EXERCISE INSTRUCTIONS: If a line below contains the string "lines", return that line.
*** Begin section ***
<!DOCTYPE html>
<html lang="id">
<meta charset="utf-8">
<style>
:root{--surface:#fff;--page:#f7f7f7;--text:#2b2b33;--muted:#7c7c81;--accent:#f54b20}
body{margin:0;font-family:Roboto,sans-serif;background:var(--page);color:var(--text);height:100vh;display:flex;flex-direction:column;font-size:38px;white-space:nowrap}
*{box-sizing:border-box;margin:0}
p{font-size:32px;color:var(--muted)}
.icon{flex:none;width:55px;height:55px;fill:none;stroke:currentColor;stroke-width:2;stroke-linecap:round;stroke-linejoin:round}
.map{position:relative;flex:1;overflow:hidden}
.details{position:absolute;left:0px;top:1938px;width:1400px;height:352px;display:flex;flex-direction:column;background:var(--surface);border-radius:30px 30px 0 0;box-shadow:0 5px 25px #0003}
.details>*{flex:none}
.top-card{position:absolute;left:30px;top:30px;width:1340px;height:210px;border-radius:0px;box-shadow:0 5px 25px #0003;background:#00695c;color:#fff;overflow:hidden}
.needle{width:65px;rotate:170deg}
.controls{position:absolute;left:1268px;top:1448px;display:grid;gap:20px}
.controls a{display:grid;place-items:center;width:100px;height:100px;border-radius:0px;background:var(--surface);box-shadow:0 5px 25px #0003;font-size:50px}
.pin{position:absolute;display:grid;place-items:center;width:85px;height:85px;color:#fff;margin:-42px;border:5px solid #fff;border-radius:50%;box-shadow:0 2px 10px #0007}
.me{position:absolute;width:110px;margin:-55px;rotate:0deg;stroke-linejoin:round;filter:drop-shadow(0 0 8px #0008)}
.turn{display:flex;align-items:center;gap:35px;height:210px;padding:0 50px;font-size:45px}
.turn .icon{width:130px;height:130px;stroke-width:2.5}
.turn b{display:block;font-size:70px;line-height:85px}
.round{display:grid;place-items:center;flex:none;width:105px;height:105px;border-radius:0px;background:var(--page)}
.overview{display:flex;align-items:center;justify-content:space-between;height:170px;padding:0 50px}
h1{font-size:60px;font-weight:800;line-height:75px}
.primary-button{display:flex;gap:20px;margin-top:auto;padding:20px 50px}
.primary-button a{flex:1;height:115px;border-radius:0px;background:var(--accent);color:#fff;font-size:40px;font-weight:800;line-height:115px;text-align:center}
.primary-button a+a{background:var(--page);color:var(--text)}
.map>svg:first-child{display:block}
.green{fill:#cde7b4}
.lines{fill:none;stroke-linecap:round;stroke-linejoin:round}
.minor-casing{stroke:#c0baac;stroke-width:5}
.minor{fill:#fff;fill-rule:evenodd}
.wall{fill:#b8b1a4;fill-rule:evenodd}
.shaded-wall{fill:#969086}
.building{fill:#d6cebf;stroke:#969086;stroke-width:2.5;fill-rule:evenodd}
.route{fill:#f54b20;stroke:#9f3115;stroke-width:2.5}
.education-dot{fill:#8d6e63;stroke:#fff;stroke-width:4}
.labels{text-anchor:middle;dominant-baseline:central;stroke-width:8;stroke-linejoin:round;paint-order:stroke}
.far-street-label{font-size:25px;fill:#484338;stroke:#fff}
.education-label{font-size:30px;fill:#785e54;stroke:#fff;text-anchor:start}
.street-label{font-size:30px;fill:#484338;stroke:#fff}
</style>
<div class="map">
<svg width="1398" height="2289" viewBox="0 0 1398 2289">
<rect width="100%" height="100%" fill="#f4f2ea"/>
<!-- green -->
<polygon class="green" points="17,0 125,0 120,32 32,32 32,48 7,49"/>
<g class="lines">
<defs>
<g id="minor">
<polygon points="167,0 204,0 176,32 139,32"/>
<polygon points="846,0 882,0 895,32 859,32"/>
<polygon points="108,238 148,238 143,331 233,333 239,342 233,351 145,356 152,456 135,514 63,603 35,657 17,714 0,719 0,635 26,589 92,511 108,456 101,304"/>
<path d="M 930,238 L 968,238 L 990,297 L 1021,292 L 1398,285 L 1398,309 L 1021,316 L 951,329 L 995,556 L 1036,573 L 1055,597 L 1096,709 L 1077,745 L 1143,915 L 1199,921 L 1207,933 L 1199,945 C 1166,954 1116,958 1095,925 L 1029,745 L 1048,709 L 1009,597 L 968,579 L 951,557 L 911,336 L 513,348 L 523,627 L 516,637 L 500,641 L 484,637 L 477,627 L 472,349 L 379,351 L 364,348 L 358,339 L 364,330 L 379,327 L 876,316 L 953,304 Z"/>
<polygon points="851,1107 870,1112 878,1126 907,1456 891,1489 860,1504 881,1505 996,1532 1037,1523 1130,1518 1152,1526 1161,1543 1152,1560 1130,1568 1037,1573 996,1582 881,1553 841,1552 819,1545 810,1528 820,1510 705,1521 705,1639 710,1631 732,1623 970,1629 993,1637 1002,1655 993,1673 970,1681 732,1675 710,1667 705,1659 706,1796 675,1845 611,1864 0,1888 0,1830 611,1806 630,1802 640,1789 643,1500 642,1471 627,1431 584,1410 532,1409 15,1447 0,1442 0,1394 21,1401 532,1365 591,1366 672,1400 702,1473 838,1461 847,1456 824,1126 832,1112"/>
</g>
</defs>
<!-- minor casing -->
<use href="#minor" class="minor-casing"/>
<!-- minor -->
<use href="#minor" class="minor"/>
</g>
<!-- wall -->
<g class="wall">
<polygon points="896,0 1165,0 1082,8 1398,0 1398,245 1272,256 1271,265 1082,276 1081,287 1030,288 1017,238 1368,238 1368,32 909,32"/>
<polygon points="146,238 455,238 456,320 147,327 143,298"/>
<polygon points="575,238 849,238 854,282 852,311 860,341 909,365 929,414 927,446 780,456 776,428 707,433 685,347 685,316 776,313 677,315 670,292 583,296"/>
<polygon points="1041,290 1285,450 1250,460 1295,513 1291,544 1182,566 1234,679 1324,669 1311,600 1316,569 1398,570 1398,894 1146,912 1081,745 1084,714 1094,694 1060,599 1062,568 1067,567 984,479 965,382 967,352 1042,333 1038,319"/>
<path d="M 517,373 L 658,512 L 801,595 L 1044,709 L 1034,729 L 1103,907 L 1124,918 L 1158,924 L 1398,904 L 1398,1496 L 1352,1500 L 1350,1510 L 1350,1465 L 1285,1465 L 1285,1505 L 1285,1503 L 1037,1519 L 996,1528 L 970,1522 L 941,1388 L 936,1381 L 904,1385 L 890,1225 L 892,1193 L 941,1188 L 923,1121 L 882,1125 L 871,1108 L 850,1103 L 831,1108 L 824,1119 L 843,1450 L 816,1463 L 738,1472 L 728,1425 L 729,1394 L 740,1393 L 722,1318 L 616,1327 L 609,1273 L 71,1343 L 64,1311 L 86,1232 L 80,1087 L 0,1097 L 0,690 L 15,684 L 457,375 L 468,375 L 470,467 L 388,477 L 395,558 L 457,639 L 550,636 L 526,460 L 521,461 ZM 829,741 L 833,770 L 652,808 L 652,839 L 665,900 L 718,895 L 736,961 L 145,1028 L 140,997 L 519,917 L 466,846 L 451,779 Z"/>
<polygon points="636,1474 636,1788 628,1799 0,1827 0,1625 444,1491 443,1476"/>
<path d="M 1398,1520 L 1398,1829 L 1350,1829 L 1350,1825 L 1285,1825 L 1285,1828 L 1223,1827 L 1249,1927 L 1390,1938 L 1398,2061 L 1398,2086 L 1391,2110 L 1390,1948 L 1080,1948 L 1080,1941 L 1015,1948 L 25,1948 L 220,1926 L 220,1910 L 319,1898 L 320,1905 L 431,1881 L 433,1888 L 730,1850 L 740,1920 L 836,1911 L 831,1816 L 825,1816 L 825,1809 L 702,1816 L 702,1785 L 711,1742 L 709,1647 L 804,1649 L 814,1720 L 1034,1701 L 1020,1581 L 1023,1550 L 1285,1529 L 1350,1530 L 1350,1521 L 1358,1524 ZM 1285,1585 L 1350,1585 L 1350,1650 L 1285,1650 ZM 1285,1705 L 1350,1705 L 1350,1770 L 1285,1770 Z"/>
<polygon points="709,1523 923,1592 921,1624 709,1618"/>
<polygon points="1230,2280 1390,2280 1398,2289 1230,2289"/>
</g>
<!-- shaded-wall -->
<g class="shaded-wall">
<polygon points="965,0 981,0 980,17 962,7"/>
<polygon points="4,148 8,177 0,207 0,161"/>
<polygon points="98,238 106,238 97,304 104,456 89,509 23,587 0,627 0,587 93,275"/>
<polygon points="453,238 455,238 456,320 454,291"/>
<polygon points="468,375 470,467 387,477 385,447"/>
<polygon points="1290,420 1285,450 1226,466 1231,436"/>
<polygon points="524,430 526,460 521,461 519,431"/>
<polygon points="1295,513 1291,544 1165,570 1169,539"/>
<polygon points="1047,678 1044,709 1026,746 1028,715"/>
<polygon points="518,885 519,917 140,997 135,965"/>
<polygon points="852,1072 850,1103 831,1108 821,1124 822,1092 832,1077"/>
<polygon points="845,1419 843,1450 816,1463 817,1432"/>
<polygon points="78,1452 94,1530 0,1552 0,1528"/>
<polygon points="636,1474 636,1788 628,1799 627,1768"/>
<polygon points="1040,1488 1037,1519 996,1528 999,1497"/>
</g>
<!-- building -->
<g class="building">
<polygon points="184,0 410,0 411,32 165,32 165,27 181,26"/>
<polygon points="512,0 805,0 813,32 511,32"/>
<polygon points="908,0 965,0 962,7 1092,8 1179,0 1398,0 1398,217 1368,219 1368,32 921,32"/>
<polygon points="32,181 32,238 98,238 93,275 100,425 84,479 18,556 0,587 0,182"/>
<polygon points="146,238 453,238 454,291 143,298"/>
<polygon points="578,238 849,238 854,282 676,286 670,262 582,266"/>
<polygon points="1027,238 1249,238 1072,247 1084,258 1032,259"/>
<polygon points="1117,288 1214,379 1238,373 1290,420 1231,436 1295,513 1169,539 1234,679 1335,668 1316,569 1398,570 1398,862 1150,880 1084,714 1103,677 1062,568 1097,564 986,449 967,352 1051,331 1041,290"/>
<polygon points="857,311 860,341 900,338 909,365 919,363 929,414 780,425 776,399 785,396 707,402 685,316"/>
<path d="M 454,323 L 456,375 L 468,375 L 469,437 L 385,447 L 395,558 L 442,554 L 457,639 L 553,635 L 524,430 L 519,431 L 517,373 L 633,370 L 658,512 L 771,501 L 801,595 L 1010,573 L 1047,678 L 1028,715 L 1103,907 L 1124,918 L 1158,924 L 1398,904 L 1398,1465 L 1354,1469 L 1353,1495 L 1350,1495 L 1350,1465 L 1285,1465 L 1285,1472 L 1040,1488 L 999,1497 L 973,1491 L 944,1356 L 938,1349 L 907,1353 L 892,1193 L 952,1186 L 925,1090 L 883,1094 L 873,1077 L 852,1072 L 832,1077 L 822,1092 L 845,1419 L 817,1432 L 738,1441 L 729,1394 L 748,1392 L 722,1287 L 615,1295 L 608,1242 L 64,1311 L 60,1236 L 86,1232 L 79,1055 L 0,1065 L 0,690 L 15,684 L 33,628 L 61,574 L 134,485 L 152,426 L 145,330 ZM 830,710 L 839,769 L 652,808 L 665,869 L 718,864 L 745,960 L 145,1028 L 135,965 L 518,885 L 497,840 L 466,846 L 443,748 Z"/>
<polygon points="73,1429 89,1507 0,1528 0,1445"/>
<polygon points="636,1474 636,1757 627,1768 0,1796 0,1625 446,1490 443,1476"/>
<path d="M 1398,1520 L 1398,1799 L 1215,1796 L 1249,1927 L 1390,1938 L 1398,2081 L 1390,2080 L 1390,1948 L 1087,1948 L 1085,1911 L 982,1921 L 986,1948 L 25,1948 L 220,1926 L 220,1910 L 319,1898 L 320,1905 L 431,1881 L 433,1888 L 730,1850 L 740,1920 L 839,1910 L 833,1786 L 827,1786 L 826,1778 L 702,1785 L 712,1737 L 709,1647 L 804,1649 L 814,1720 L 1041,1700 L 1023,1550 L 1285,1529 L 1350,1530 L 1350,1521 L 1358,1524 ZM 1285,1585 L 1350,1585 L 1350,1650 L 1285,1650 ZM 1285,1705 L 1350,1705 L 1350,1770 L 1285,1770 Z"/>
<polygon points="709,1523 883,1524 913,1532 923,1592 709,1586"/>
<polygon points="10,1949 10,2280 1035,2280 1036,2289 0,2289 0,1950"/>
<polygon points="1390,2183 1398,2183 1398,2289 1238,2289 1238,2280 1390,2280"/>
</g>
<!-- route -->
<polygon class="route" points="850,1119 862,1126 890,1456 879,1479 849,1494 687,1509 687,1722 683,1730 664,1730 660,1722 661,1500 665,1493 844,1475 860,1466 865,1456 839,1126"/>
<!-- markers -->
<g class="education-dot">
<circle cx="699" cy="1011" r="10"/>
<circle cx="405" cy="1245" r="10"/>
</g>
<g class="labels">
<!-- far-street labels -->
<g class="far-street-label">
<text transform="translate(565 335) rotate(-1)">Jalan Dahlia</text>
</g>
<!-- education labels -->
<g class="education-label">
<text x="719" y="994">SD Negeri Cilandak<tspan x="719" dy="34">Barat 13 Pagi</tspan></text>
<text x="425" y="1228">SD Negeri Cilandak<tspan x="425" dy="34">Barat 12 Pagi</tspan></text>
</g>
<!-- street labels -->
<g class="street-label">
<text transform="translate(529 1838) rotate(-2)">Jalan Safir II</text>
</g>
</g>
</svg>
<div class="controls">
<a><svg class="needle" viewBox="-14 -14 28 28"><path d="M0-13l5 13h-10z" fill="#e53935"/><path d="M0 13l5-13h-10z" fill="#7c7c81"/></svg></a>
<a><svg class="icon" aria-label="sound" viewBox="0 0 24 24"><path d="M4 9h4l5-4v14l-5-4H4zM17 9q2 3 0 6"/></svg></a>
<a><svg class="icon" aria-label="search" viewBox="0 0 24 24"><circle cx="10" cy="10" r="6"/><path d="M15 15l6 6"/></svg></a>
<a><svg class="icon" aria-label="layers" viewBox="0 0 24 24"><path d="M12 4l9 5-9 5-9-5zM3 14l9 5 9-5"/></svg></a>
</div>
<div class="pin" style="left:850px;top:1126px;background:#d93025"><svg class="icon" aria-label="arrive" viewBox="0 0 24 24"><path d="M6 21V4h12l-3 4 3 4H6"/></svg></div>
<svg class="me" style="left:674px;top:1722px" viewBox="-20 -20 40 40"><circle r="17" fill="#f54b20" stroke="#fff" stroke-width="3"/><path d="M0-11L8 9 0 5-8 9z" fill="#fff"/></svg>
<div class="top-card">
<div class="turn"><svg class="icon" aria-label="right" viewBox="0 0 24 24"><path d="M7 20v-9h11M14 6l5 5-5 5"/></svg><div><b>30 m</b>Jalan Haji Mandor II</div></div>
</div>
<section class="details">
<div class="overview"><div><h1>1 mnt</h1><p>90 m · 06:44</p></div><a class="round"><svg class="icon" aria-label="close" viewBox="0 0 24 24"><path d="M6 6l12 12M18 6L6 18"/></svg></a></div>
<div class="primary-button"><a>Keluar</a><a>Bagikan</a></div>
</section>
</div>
*** End section ***
RESPONSE TO THIS TASK:
.lines{fill:none;stroke-linecap:round;stroke-linejoin:round}
<g class="lines">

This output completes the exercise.